Stored records:
_____

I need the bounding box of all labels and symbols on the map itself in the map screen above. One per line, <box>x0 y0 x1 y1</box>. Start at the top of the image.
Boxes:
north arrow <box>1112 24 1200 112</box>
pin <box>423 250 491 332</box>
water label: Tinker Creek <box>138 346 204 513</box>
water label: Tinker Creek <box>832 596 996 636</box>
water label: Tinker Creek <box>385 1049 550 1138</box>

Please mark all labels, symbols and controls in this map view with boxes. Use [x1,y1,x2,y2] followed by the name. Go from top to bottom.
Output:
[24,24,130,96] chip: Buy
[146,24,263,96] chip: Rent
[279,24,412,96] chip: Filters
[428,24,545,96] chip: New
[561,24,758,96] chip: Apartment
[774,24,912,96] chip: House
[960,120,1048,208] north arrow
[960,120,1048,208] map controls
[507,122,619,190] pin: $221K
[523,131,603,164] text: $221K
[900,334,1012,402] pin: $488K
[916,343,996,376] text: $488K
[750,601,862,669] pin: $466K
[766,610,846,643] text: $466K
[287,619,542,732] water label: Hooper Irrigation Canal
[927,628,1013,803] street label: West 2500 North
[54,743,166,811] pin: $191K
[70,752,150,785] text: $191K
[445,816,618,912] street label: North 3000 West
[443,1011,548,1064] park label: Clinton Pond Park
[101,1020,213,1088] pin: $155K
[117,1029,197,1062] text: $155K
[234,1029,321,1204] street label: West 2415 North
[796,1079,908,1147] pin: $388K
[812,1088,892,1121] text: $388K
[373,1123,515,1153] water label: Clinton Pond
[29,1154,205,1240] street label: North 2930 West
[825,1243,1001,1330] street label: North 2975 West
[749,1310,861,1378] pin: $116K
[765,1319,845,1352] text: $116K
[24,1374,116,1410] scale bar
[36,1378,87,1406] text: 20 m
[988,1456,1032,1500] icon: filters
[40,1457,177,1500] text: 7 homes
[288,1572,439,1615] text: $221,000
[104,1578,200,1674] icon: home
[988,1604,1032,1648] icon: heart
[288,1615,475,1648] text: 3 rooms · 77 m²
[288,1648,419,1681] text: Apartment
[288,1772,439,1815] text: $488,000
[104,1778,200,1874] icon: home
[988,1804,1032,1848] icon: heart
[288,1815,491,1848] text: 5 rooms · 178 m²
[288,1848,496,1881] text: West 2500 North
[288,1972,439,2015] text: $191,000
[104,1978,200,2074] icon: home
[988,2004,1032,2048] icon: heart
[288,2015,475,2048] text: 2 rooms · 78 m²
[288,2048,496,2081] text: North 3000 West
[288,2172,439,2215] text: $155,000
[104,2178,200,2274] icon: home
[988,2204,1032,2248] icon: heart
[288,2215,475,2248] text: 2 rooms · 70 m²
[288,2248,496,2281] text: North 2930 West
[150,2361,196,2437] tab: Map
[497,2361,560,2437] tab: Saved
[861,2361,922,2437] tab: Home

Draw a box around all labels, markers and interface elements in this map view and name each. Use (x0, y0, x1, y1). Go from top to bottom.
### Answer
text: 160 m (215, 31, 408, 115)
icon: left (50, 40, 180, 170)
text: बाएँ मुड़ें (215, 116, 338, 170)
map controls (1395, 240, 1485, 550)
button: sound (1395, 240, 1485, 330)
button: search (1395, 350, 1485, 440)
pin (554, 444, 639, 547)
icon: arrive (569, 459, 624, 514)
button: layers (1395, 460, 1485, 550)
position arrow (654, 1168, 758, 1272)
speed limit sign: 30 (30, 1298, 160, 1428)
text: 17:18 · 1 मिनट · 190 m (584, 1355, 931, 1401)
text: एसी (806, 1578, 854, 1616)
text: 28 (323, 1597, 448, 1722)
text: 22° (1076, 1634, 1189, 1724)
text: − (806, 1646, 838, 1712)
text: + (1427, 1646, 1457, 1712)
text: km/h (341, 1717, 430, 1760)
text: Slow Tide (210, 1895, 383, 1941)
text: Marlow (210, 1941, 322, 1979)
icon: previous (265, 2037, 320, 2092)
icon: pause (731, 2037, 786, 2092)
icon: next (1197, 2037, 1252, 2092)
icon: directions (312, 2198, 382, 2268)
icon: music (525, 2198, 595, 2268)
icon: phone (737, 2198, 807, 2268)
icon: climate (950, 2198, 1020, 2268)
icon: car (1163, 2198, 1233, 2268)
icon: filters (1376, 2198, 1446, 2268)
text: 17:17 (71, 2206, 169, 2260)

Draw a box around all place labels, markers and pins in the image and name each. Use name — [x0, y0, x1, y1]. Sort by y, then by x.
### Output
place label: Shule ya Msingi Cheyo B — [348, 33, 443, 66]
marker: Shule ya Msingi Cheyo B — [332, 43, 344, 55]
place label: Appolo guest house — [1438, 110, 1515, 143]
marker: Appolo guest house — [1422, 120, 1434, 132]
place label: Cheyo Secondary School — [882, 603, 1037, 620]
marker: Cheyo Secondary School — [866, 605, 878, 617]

_____

Return the data exactly. Include every record.

SOLVED EXERCISE:
I need the bounding box of all labels and symbols on the map itself in the map screen above. One per line, <box>x0 y0 x1 y1</box>. Start at the top of the image.
Boxes:
north arrow <box>1112 24 1200 112</box>
pin <box>423 250 491 332</box>
water label: Tinker Creek <box>138 346 204 513</box>
water label: Tinker Creek <box>832 596 996 636</box>
water label: Tinker Creek <box>385 1049 550 1138</box>

Please mark all labels, symbols and controls in this map view with boxes. Use [x1,y1,x2,y2] followed by the name. Go from top to bottom.
Output:
[24,24,130,96] chip: Buy
[146,24,263,96] chip: Rent
[279,24,412,96] chip: Filters
[428,24,545,96] chip: New
[561,24,758,96] chip: Apartment
[774,24,912,96] chip: House
[960,120,1048,208] north arrow
[960,120,1048,208] map controls
[507,122,619,190] pin: $221K
[523,131,603,164] text: $221K
[900,334,1012,402] pin: $488K
[916,343,996,376] text: $488K
[750,601,862,669] pin: $466K
[766,610,846,643] text: $466K
[287,619,542,732] water label: Hooper Irrigation Canal
[927,628,1013,803] street label: West 2500 North
[54,743,166,811] pin: $191K
[70,752,150,785] text: $191K
[445,816,618,912] street label: North 3000 West
[443,1011,548,1064] park label: Clinton Pond Park
[101,1020,213,1088] pin: $155K
[117,1029,197,1062] text: $155K
[234,1029,321,1204] street label: West 2415 North
[796,1079,908,1147] pin: $388K
[812,1088,892,1121] text: $388K
[373,1123,515,1153] water label: Clinton Pond
[29,1154,205,1240] street label: North 2930 West
[825,1243,1001,1330] street label: North 2975 West
[749,1310,861,1378] pin: $116K
[765,1319,845,1352] text: $116K
[24,1374,116,1410] scale bar
[36,1378,87,1406] text: 20 m
[988,1456,1032,1500] icon: filters
[40,1457,177,1500] text: 7 homes
[288,1572,439,1615] text: $221,000
[104,1578,200,1674] icon: home
[988,1604,1032,1648] icon: heart
[288,1615,475,1648] text: 3 rooms · 77 m²
[288,1648,419,1681] text: Apartment
[288,1772,439,1815] text: $488,000
[104,1778,200,1874] icon: home
[988,1804,1032,1848] icon: heart
[288,1815,491,1848] text: 5 rooms · 178 m²
[288,1848,496,1881] text: West 2500 North
[288,1972,439,2015] text: $191,000
[104,1978,200,2074] icon: home
[988,2004,1032,2048] icon: heart
[288,2015,475,2048] text: 2 rooms · 78 m²
[288,2048,496,2081] text: North 3000 West
[288,2172,439,2215] text: $155,000
[104,2178,200,2274] icon: home
[988,2204,1032,2248] icon: heart
[288,2215,475,2248] text: 2 rooms · 70 m²
[288,2248,496,2281] text: North 2930 West
[150,2361,196,2437] tab: Map
[497,2361,560,2437] tab: Saved
[861,2361,922,2437] tab: Home

Draw a box around all labels, markers and interface elements in this map view and name each. Use (x0, y0, x1, y1). Go from top to bottom.
### Answer
text: 160 m (215, 31, 408, 115)
icon: left (50, 40, 180, 170)
text: बाएँ मुड़ें (215, 116, 338, 170)
map controls (1395, 240, 1485, 550)
button: sound (1395, 240, 1485, 330)
button: search (1395, 350, 1485, 440)
pin (554, 444, 639, 547)
icon: arrive (569, 459, 624, 514)
button: layers (1395, 460, 1485, 550)
position arrow (654, 1168, 758, 1272)
speed limit sign: 30 (30, 1298, 160, 1428)
text: 17:18 · 1 मिनट · 190 m (584, 1355, 931, 1401)
text: एसी (806, 1578, 854, 1616)
text: 28 (323, 1597, 448, 1722)
text: 22° (1076, 1634, 1189, 1724)
text: − (806, 1646, 838, 1712)
text: + (1427, 1646, 1457, 1712)
text: km/h (341, 1717, 430, 1760)
text: Slow Tide (210, 1895, 383, 1941)
text: Marlow (210, 1941, 322, 1979)
icon: previous (265, 2037, 320, 2092)
icon: pause (731, 2037, 786, 2092)
icon: next (1197, 2037, 1252, 2092)
icon: directions (312, 2198, 382, 2268)
icon: music (525, 2198, 595, 2268)
icon: phone (737, 2198, 807, 2268)
icon: climate (950, 2198, 1020, 2268)
icon: car (1163, 2198, 1233, 2268)
icon: filters (1376, 2198, 1446, 2268)
text: 17:17 (71, 2206, 169, 2260)

Draw a box around all place labels, markers and pins in the image and name each. Use name — [x0, y0, x1, y1]. Sort by y, then by x.
### Output
place label: Shule ya Msingi Cheyo B — [348, 33, 443, 66]
marker: Shule ya Msingi Cheyo B — [332, 43, 344, 55]
place label: Appolo guest house — [1438, 110, 1515, 143]
marker: Appolo guest house — [1422, 120, 1434, 132]
place label: Cheyo Secondary School — [882, 603, 1037, 620]
marker: Cheyo Secondary School — [866, 605, 878, 617]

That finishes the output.